Quand à cet inconfort qui te semble parfois presque rassurant, ça m'a fait penser à ce que dit la psychanalyse je crois sur les symptômes et que je résumerais par l'idée d'un obstacle qui pourrait aussi être bouclier, une limite mais aussi une aide. Je disgresse un peu sur quelque chose de théorique, ce sont les hésitations que tu marques à énoncer ton paradoxe qui m'y ont amené... Je connais peu de personnes (mais ici il y a aussi Gilda apparemment) qui le réalisent. De l'extérieur, c'est parfois plus simple, sans nier des difficultés, de réaliser combien elles nous facilitent parfois les choses.
Bonsoir Mavie. Mes hésitations ne concernent pas le fond, dont je suis convaincue, mais le comment-le-dire. (Mêmes hésitations qui me firent taire lors de la conversation dont je parle au début de ce billet.) Il y a cette part de nous qui a peur de nous désunir et qui maintient, à notre insu évidemment, un cordage aux amarres du port de l'angoisse*. Mais... on ne tient pas trop à le savoir ;)
*(Comment elle est ronflante ma phrase ? Méheu !)
Bonjour,
Oui, effectivement, j'avais pris les hésitations sur le fond de ce qui était dit...tant ça me semble difficile de réaliser et de pouvoir écrire sur ce genre de paradoxe...:-)
C'est vrai, si on a souffert toute sa vie, et qu'on s'est identifié à cette souffrance, le jour où on se réveille sans cette souffrance on se demande : "mais je suis qui ?" C'est insupportable, mieux vaut continuer de souffrir...
Tant mieux si ton ami a pu mettre un mot sur sa maladie ("mal à dire" comme disait un ami).

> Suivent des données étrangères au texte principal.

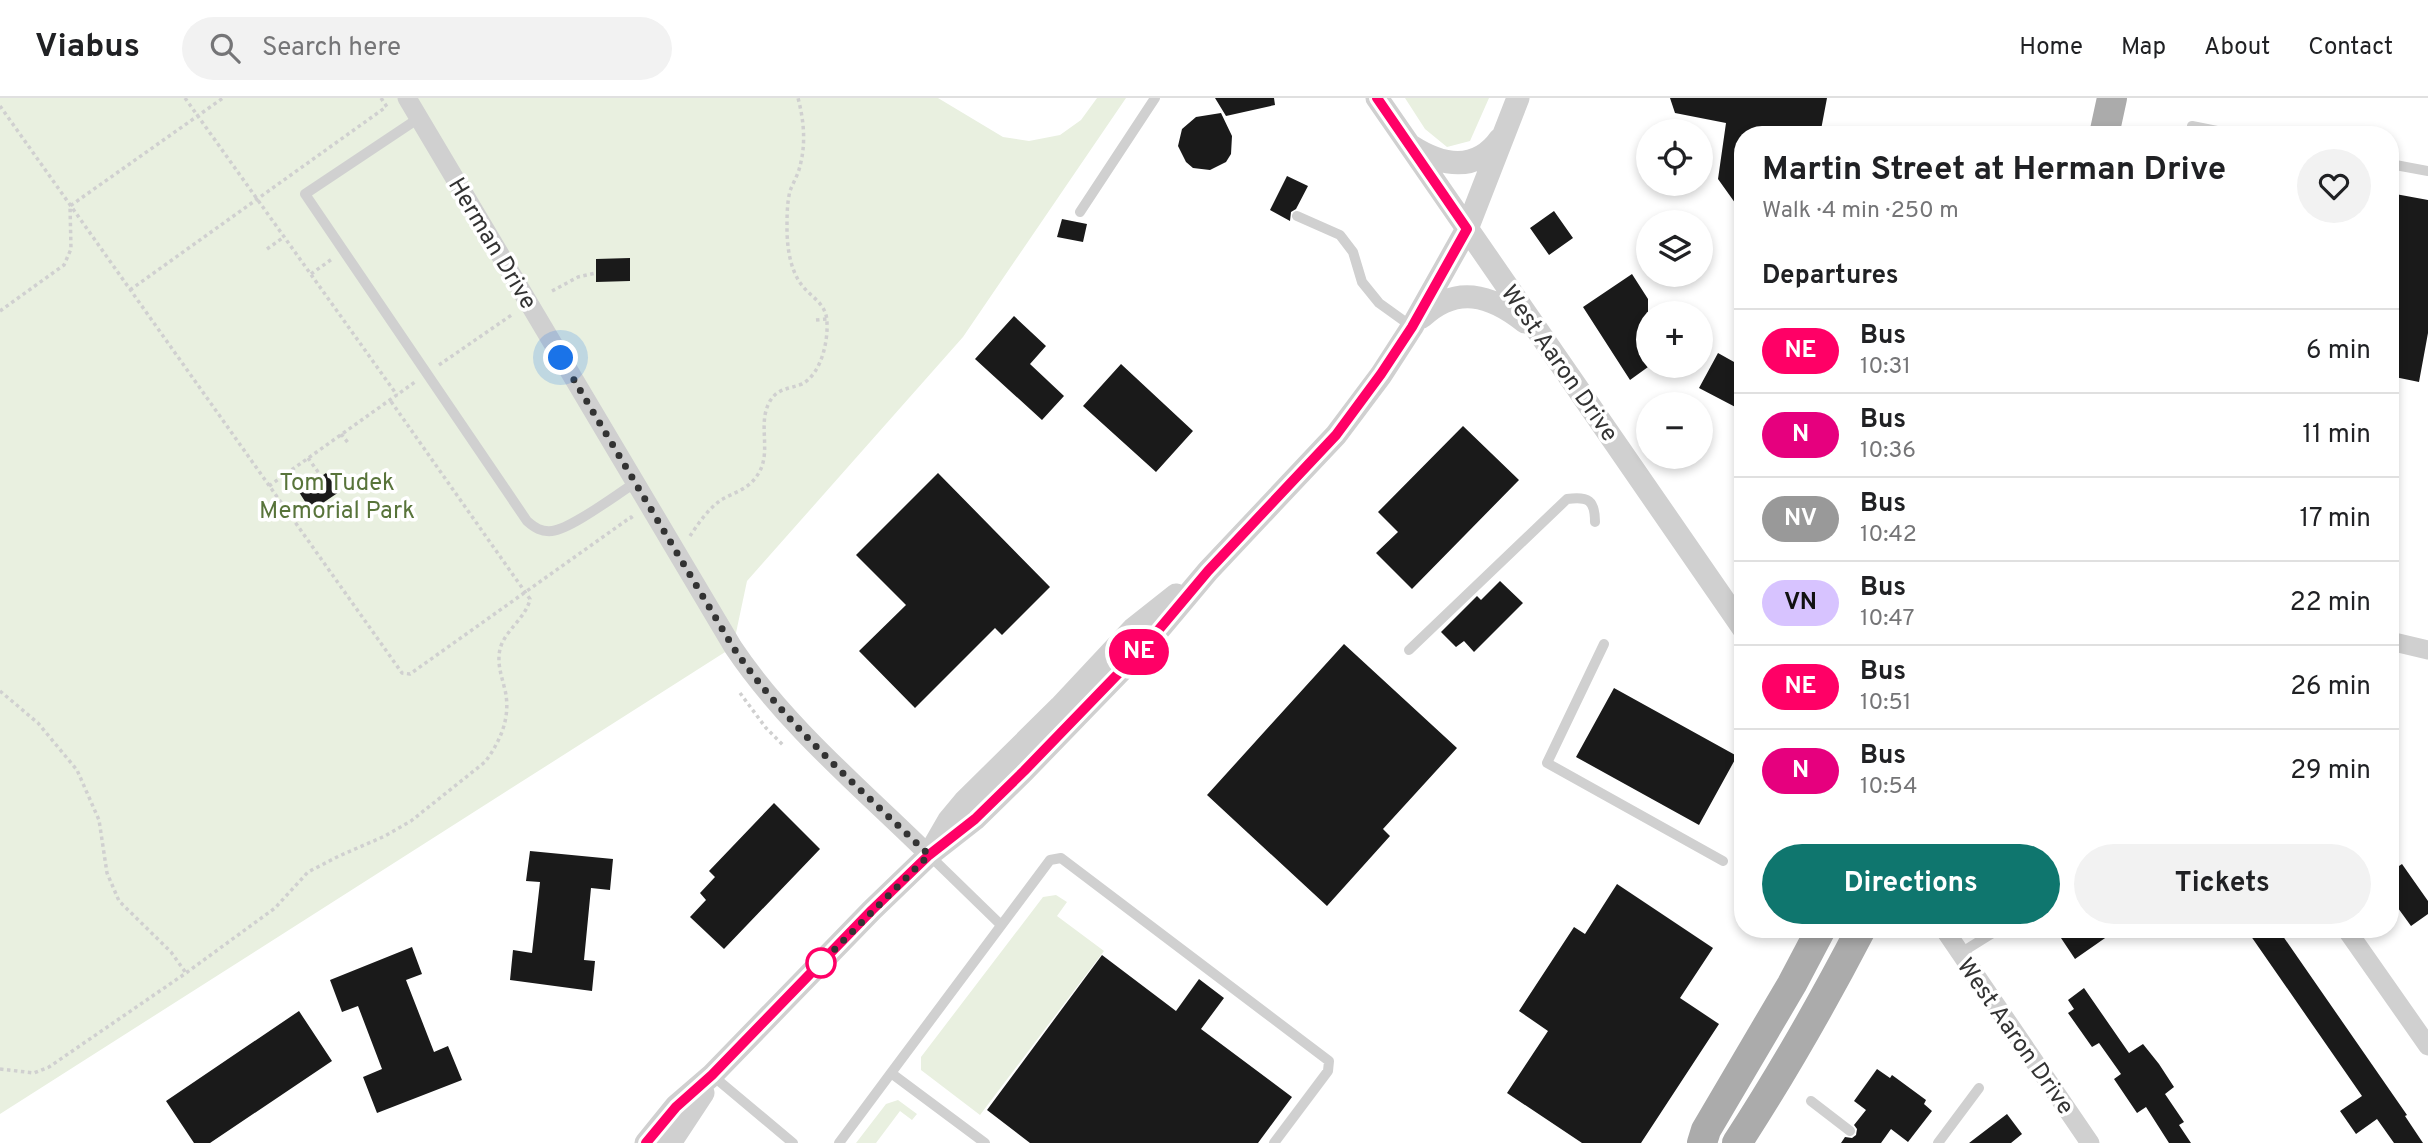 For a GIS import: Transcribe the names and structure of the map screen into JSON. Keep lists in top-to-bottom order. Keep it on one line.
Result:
{"streets":{"street":["Herman Drive","West Aaron Drive"]},"parks":["Tom Tudek Memorial Park"],"lines":["bus line NE"],"page":{"header":"Viabus","search":"Search here","nav":["Home","Map","About","Contact"],"on_map":"NE","map_buttons":["+","−"],"heading":[["Martin Street at Herman Drive","Walk · 4 min · 250 m"],"Departures"],"list":[{"mark":"NE","name":"Bus","note":"10:31","value":"6 min"},{"mark":"N","name":"Bus","note":"10:36","value":"11 min"},{"mark":"NV","name":"Bus","note":"10:42","value":"17 min"},{"mark":"VN","name":"Bus","note":"10:47","value":"22 min"},{"mark":"NE","name":"Bus","note":"10:51","value":"26 min"},{"mark":"N","name":"Bus","note":"10:54","value":"29 min"}],"buttons":["Directions","Tickets"]}} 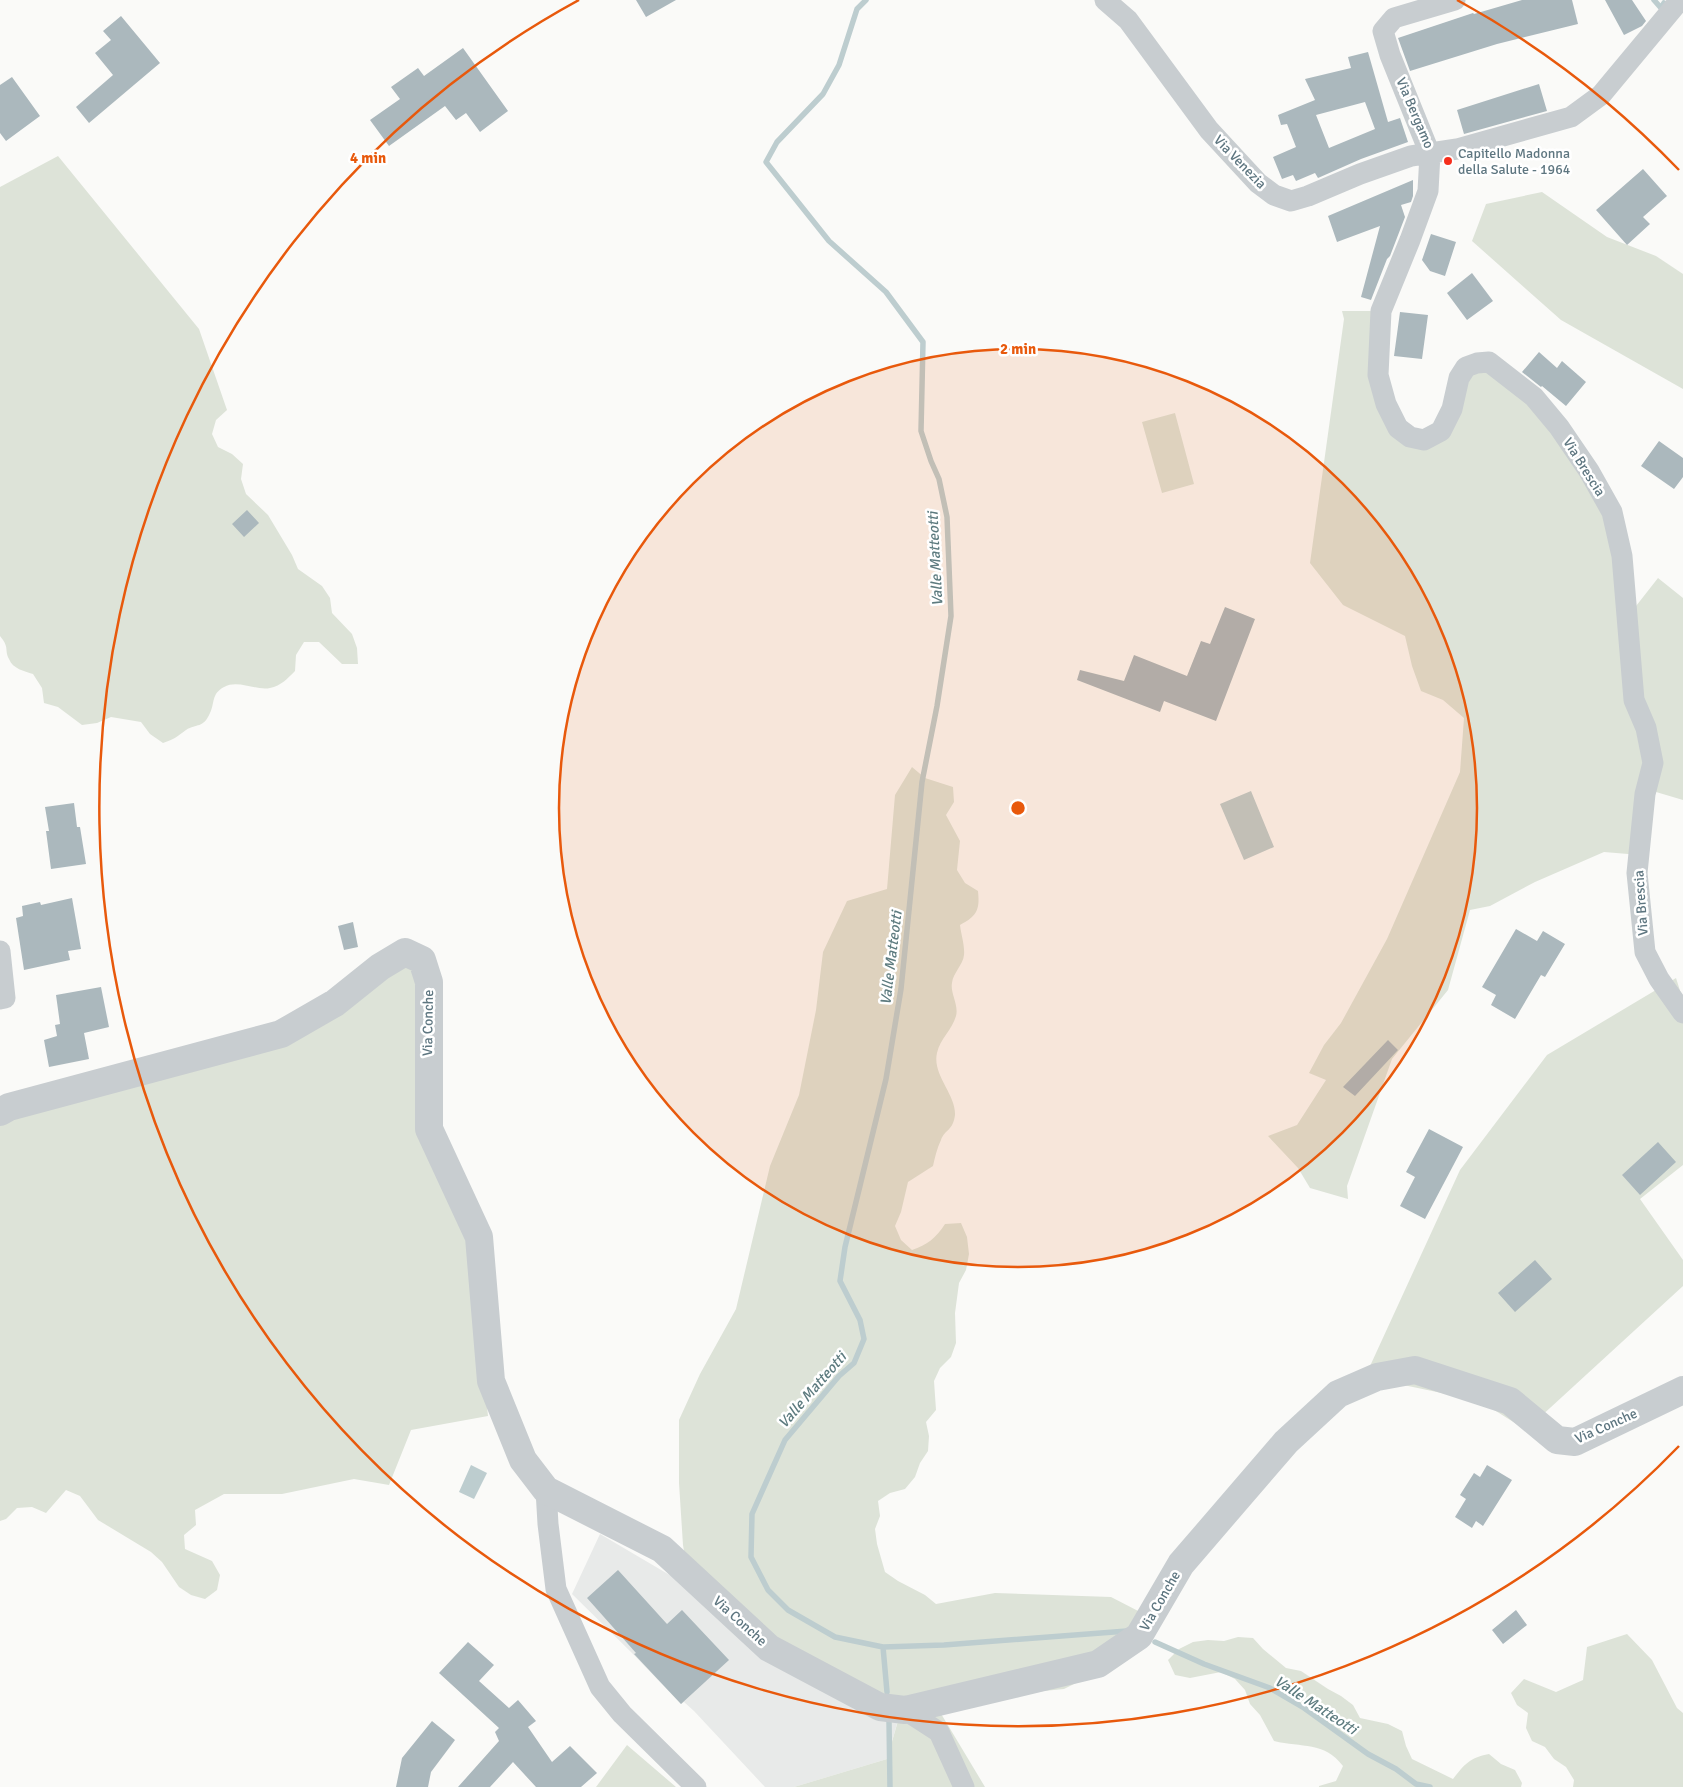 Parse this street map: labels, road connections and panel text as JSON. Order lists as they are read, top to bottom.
{
  "streets": {
    "street": [
      "Via Bergamo",
      "Via Venezia",
      "Via Brescia",
      "Via Conche"
    ]
  },
  "crossings": [
    ["Via Bergamo", "Via Venezia"],
    ["Via Bergamo", "Via Brescia"],
    ["Via Venezia", "Via Brescia"]
  ],
  "water": ["Valle Matteotti"],
  "places": ["Capitello Madonna della Salute - 1964"],
  "rings": ["4 min", "2 min"]
} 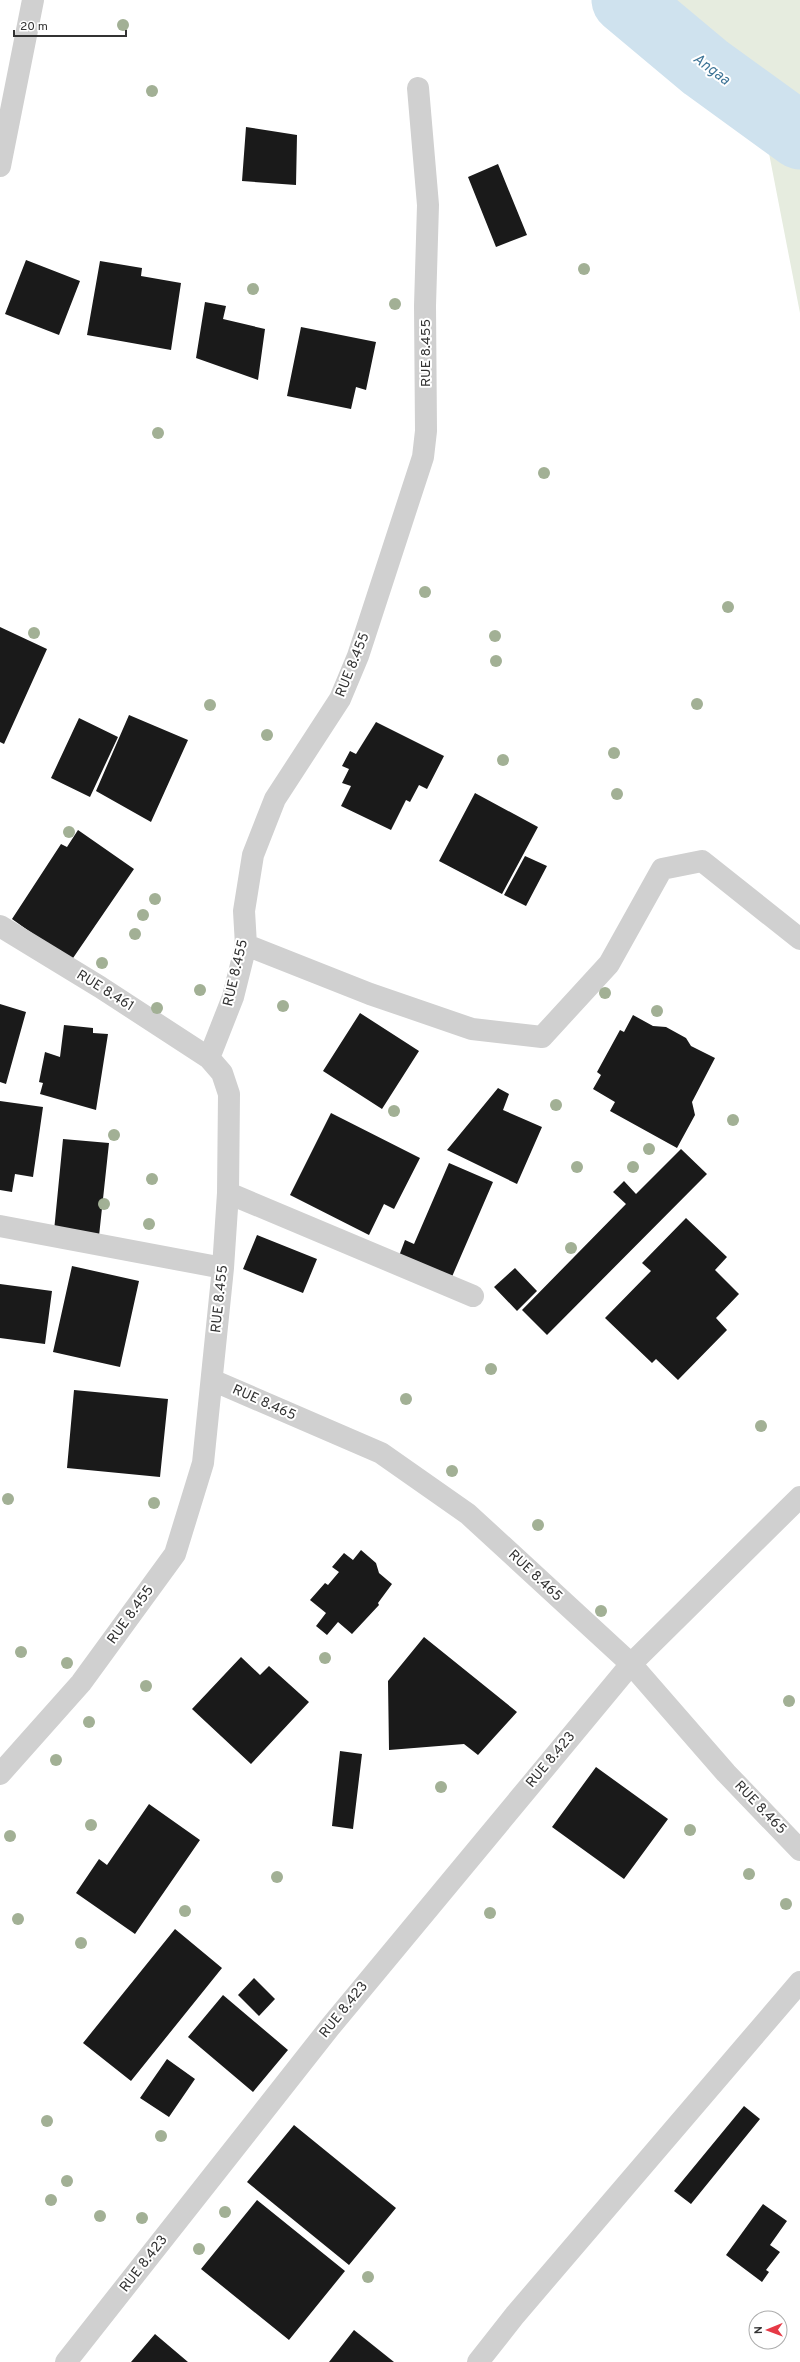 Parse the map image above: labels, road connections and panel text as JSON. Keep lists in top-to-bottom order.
{
  "streets": {
    "street": [
      "RUE 8.455",
      "RUE 8.461",
      "RUE 8.465",
      "RUE 8.423"
    ]
  },
  "crossings": [
    ["RUE 8.455", "RUE 8.461"],
    ["RUE 8.455", "RUE 8.465"],
    ["RUE 8.465", "RUE 8.423"]
  ],
  "water": ["Angaa"],
  "scale_bar": "20 m",
  "north": "left"
} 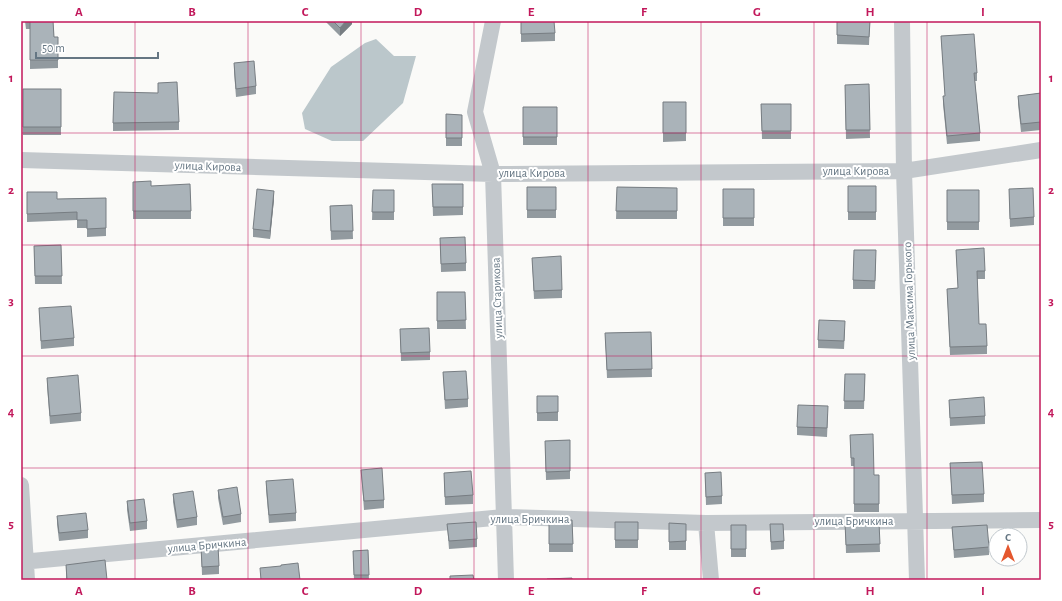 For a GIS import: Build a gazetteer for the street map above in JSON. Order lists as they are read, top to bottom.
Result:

Les psychiâtres ont tout un arsenal de vocabulaires et de techniques, mais tout ceci ne fait que détourner de la triste et simple réalité : nous sommes de pauvres petits être humains sumbermégés par cette société moderne, trop de mouvement, trop de bruit, trop de pollution psychique... dur de trouver l'amour, l'affection, et de se sentir exister un tant soi peu dans cette immense communauté. Les hommes tombent les uns après les autres, névroses, psychoses... Une vraie hécatombe des temps modernes. Arrêtons nous et soufflons un peu tant qu'il est encore temps.
Tant qu'on arrive à penser sa souffrance, c'est qu'elle ne nous submerge pas, après tout quand on pleure trop on ne voit plus rien. Alors ne perdons pas espoir. J'espère que ton ami va se reconstruire à l'intérieur, doucement mais sûrement, c'est l'affaire de toute une vie... il en ressortira plus fort et plus épanoui.